Question

A car accelerates from rest at $2m{s}^{-2}$ for $5s$ , travels at a constant speed of for $7s$, accelerates at $1m{s}^{-2}$ for $10s$ and then decelerates to rest at $3m{s}^{-2}$ . Determine the average speed of car for entire journey.

Answer 1

Step 1: Given Data

The acceleration of the car in the first $5s$ is $a_1=2m{s}^{-2}$.

The acceleration of the car for the next $10s$ is $a_3=1m{s}^{-2}$ .

The deceleration of the car at last is $a_4=3m{s}^{-2}$.

Step 2: Find the speed of the car for the first $\mathbf{5}\mathbf{}\mathit{s}$ .

As we know, the second equation of motion is $\mathit{S}\mathbf{=}\mathit{u}\mathit{t}\mathbf{+}\frac{\mathbf{1}}{\mathbf{2}}\mathit{a}{\mathit{t}}^{\mathbf{2}}$. On putting the values we get:

$s_1=0+\frac{1}{2}\left(2\right){\left(5\right)}^2$

$s_1=25m$

As we know, the first equation of motion $\mathit{v}\mathbf{=}\mathit{u}\mathbf{+}\mathit{a}\mathit{t}$. On putting the values we get:

$v_1=2\times 5=10m{s}^{-1}$

Step 3: Find the speed of the car for the next $\mathbf{7}\mathbf{}\mathit{s}$.

Let us assume the acceleration of the car for next $7s$ as $a_2$.

The car is moving at a constant speed.

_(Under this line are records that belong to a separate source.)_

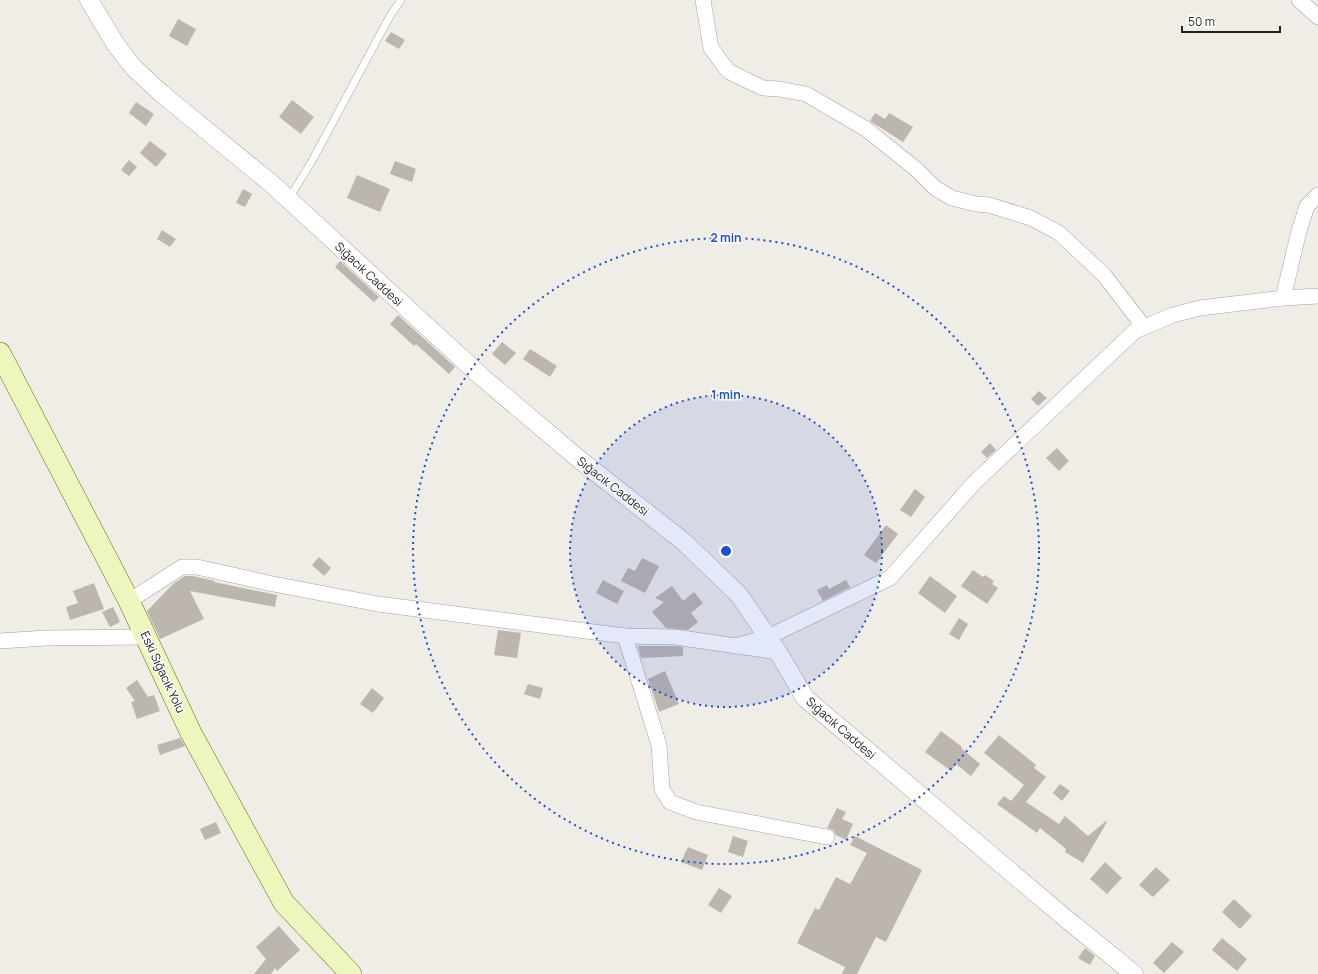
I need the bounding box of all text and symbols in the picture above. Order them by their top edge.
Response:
scale bar [1182,8,1280,34]
text: 50 m [1188,13,1215,30]
text: 2 min [710,229,742,246]
street label: Sığacık Caddesi [331,238,407,310]
text: 1 min [711,386,741,403]
street label: Sığacık Caddesi [573,452,653,520]
centre of rings [719,544,733,558]
street label: Eski Sığacık Yolu [137,628,189,716]
street label: Sığacık Caddesi [803,693,879,763]

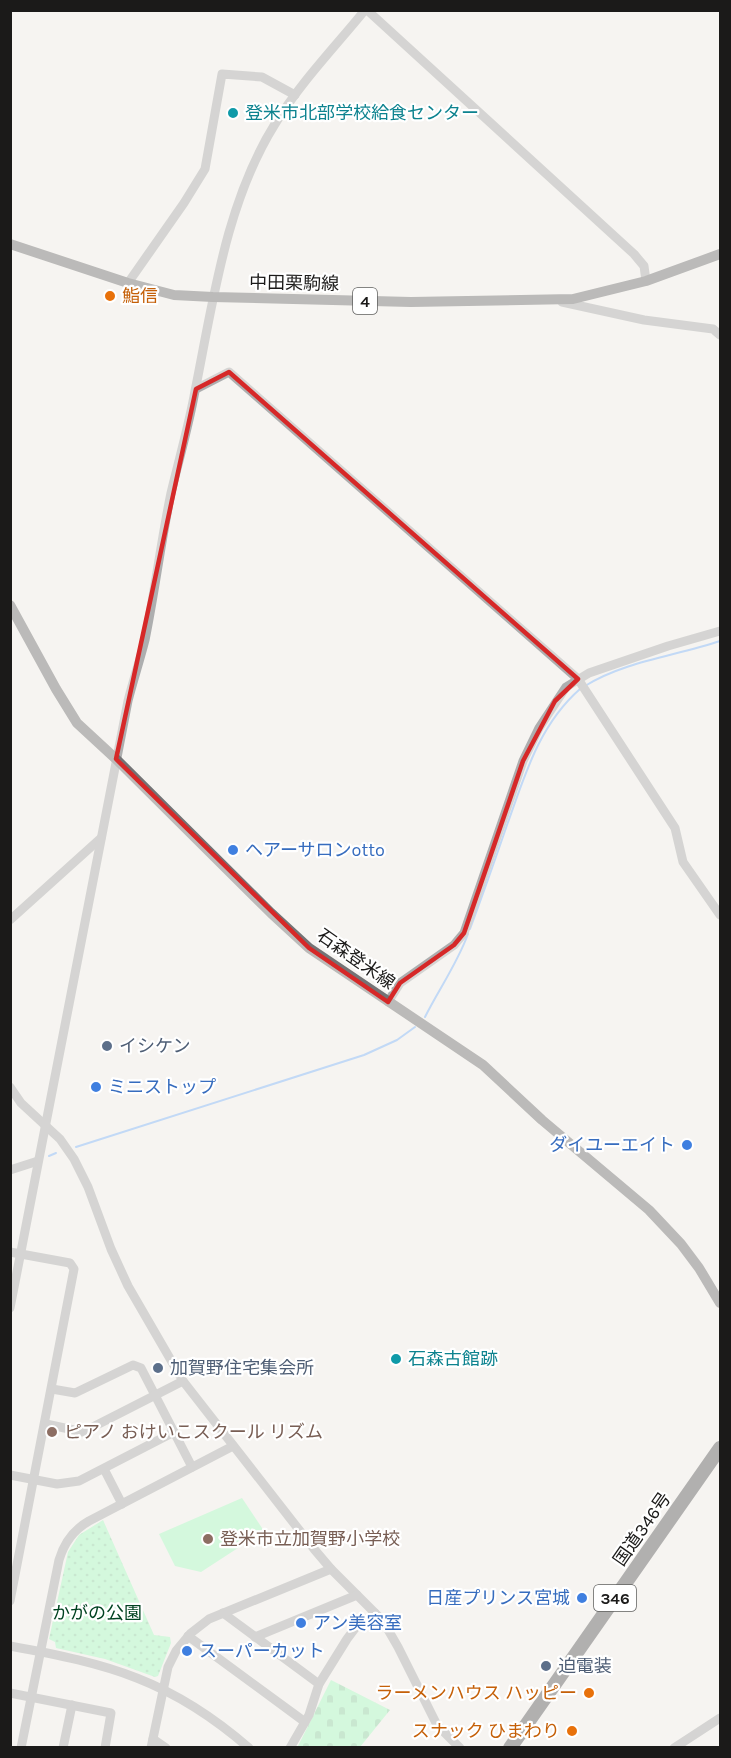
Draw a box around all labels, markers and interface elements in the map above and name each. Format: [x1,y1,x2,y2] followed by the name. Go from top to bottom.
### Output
[245,102,479,124] place label: 登米市北部学校給食センター
[226,106,240,120] marker: 登米市北部学校給食センター
[249,271,339,295] street label: 中田栗駒線
[122,285,158,307] place label: 鮨信
[353,288,377,314] road number: 4
[103,289,117,303] marker: 鮨信
[245,839,385,861] place label: ヘアーサロンotto
[226,843,240,857] marker: ヘアーサロンotto
[313,924,399,994] street label: 石森登米線
[119,1035,190,1057] place label: イシケン
[100,1039,114,1053] marker: イシケン
[108,1076,216,1098] place label: ミニストップ
[89,1080,103,1094] marker: ミニストップ
[549,1134,675,1156] place label: ダイユーエイト
[680,1138,694,1152] marker: ダイユーエイト
[408,1348,498,1370] place label: 石森古館跡
[389,1352,403,1366] marker: 石森古館跡
[170,1357,314,1379] place label: 加賀野住宅集会所
[151,1361,165,1375] marker: 加賀野住宅集会所
[64,1421,323,1443] place label: ピアノ おけいこスクール リズム
[45,1425,59,1439] marker: ピアノ おけいこスクール リズム
[609,1488,675,1570] street label: 国道346号
[220,1528,400,1550] place label: 登米市立加賀野小学校
[201,1532,215,1546] marker: 登米市立加賀野小学校
[594,1585,636,1611] road number: 346
[426,1587,570,1609] place label: 日産プリンス宮城
[575,1591,589,1605] marker: 日産プリンス宮城
[52,1602,142,1624] park label: かがの公園
[313,1612,402,1634] place label: アン美容室
[294,1616,308,1630] marker: アン美容室
[199,1640,325,1662] place label: スーパーカット
[180,1644,194,1658] marker: スーパーカット
[558,1655,612,1677] place label: 迫電装
[539,1659,553,1673] marker: 迫電装
[375,1682,577,1704] place label: ラーメンハウス ハッピー
[582,1686,596,1700] marker: ラーメンハウス ハッピー
[412,1720,560,1742] place label: スナック ひまわり
[565,1724,579,1738] marker: スナック ひまわり

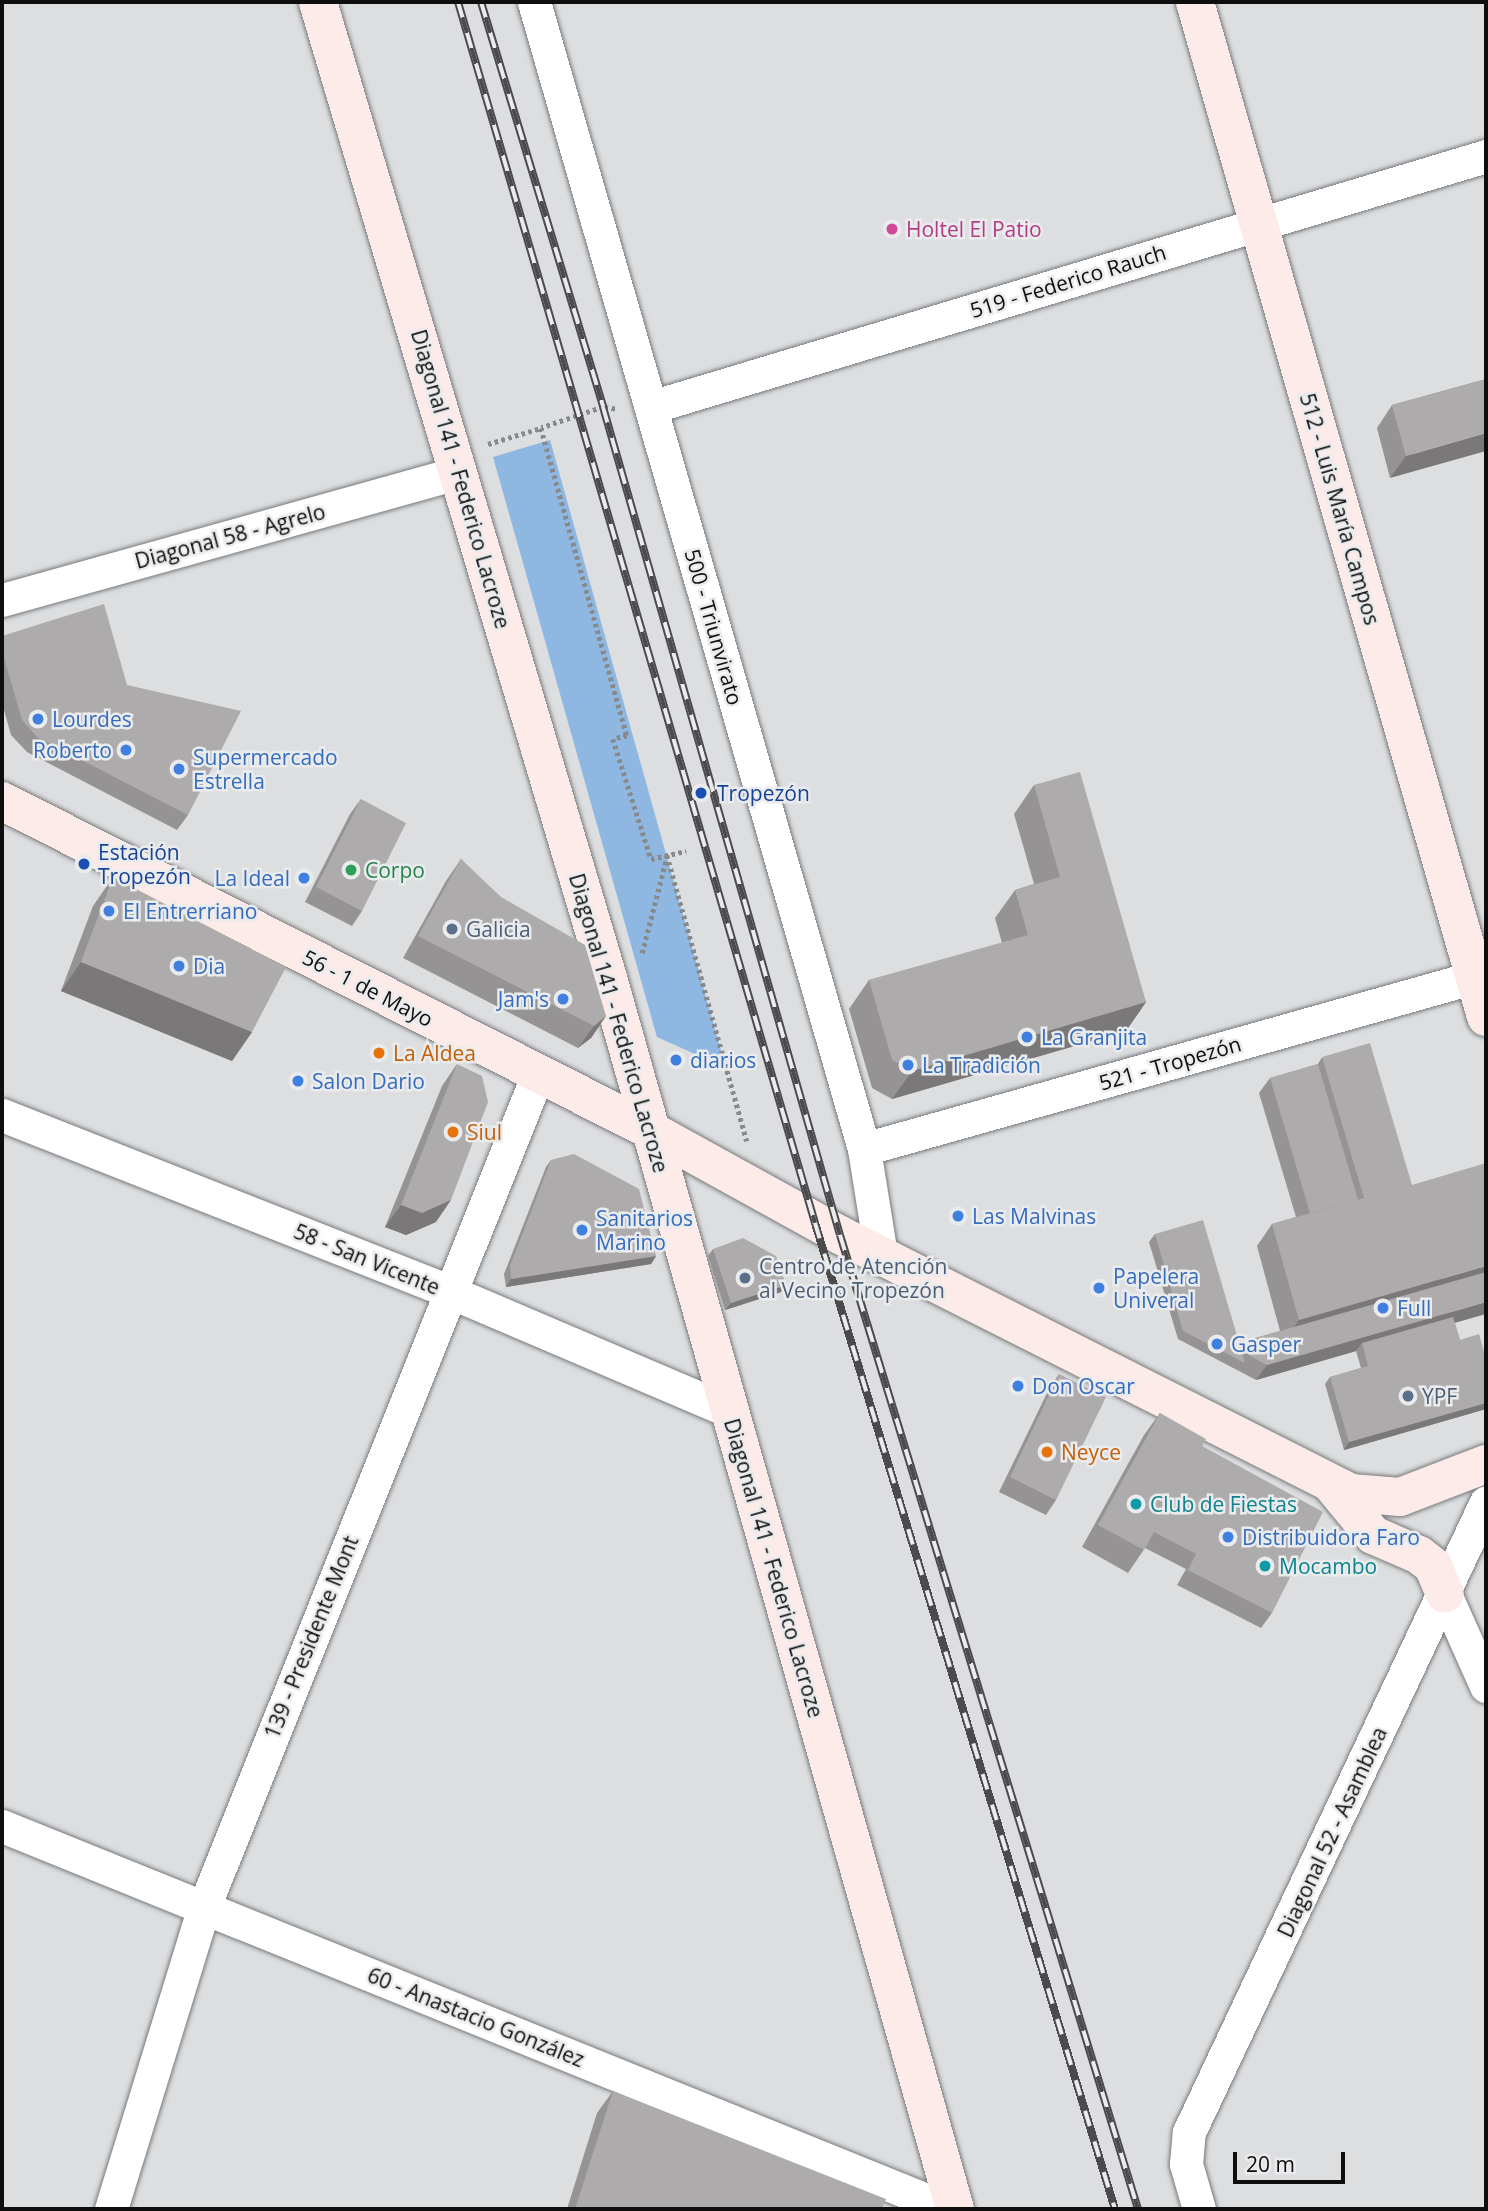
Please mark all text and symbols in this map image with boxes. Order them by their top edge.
place label: Holtel El Patio [906,216,1042,242]
marker: Holtel El Patio [884,221,900,237]
street label: 519 - Federico Rauch [967,239,1169,323]
street label: Diagonal 141 - Federico Lacroze [406,326,516,632]
street label: 512 - Luis María Campos [1295,390,1385,628]
street label: Diagonal 58 - Agrelo [132,498,328,574]
street label: 500 - Triunvirato [680,546,748,708]
place label: Lourdes [52,706,132,732]
marker: Lourdes [30,711,46,727]
place label: Roberto [33,737,112,763]
marker: Roberto [118,742,134,758]
place label: Supermercado Estrella [193,744,338,794]
marker: Supermercado Estrella [171,761,187,777]
place label: Tropezón [717,780,810,806]
marker: Tropezón [691,783,711,803]
place label: Estación Tropezón [98,839,191,889]
marker: Estación Tropezón [76,856,92,872]
place label: Corpo [365,857,425,883]
marker: Corpo [343,862,359,878]
place label: La Ideal [214,865,290,891]
marker: La Ideal [296,870,312,886]
street label: Diagonal 141 - Federico Lacroze [564,870,674,1176]
place label: El Entrerriano [123,898,257,924]
marker: El Entrerriano [101,903,117,919]
place label: Galicia [466,916,531,942]
marker: Galicia [444,921,460,937]
street label: 56 - 1 de Mayo [299,944,437,1032]
place label: Dia [193,953,225,979]
marker: Dia [171,958,187,974]
place label: Jam's [498,986,549,1012]
marker: Jam's [555,991,571,1007]
place label: La Granjita [1041,1024,1147,1050]
marker: La Granjita [1019,1029,1035,1045]
street label: 521 - Tropezón [1096,1031,1244,1095]
place label: La Aldea [393,1040,476,1066]
marker: La Aldea [371,1045,387,1061]
place label: diarios [690,1047,756,1073]
marker: diarios [668,1052,684,1068]
place label: La Tradición [922,1052,1041,1078]
marker: La Tradición [900,1057,916,1073]
place label: Salon Dario [312,1068,425,1094]
marker: Salon Dario [290,1073,306,1089]
place label: Siul [467,1119,502,1145]
marker: Siul [445,1124,461,1140]
place label: Las Malvinas [972,1203,1096,1229]
place label: Sanitarios Marino [596,1205,693,1255]
marker: Las Malvinas [950,1208,966,1224]
street label: 58 - San Vicente [290,1218,444,1300]
marker: Sanitarios Marino [574,1222,590,1238]
place label: Centro de Atención al Vecino Tropezón [759,1253,947,1303]
place label: Papelera Univeral [1113,1263,1199,1313]
marker: Centro de Atención al Vecino Tropezón [737,1270,753,1286]
marker: Papelera Univeral [1091,1280,1107,1296]
place label: Full [1397,1295,1431,1321]
marker: Full [1375,1300,1391,1316]
place label: Gasper [1231,1331,1301,1357]
marker: Gasper [1209,1336,1225,1352]
place label: Don Oscar [1032,1373,1135,1399]
marker: Don Oscar [1010,1378,1026,1394]
place label: YPF [1422,1383,1457,1409]
marker: YPF [1400,1388,1416,1404]
street label: Diagonal 141 - Federico Lacroze [719,1415,829,1721]
place label: Neyce [1061,1439,1121,1465]
marker: Neyce [1039,1444,1055,1460]
place label: Club de Fiestas [1150,1491,1297,1517]
marker: Club de Fiestas [1128,1496,1144,1512]
place label: Distribuidora Faro [1242,1524,1420,1550]
marker: Distribuidora Faro [1220,1529,1236,1545]
street label: 139 - Presidente Mont [259,1532,363,1742]
place label: Mocambo [1279,1553,1377,1579]
marker: Mocambo [1257,1558,1273,1574]
street label: Diagonal 52 - Asamblea [1272,1723,1392,1941]
street label: 60 - Anastacio González [364,1962,588,2072]
scale bar [1236,2138,1348,2182]
text: 20 m [1246,2150,1295,2178]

Hence, $a_2=0m{s}^{-2}$.

From the second equation of motion $\mathit{S}\mathbf{=}\mathit{u}\mathit{t}\mathbf{+}\frac{\mathbf{1}}{\mathbf{2}}\mathit{a}{\mathit{t}}^{\mathbf{2}}$, we get:

$s_2=v_{1}t+\frac{1}{2}{a}_2{t}^2$

$s_2=10\times 7+0$

$s_2=70m$

Step 4: Find the speed of the car for the next $\mathbf{10}\mathbf{}\mathit{s}$.

From the second equation of motion $\mathit{S}\mathbf{=}\mathit{u}\mathit{t}\mathbf{+}\frac{\mathbf{1}}{\mathbf{2}}\mathit{a}{\mathit{t}}^{\mathbf{2}}$ we get:

$s_3=v_{1}t+\frac{1}{2}{a}_3{t}^2$

$s_3=10\times 10+\frac{1}{2}\times 1\times {\left(10\right)}^2$

$s_3=150m$

As the first equation of motion is $\mathit{v}\mathbf{=}\mathit{u}\mathbf{+}\mathit{a}\mathit{t}$ then the final velocity of the car is:

$v_3=10+1\left(10\right)$

$v_3=20m{s}^{-1}$

Step 5: Find the speed of the car for the remaining seconds

The car gets decelerated by $a_4=-3m{s}^{-2}$

Assume the time taken by the car after $10s$ to stop as $t_4$.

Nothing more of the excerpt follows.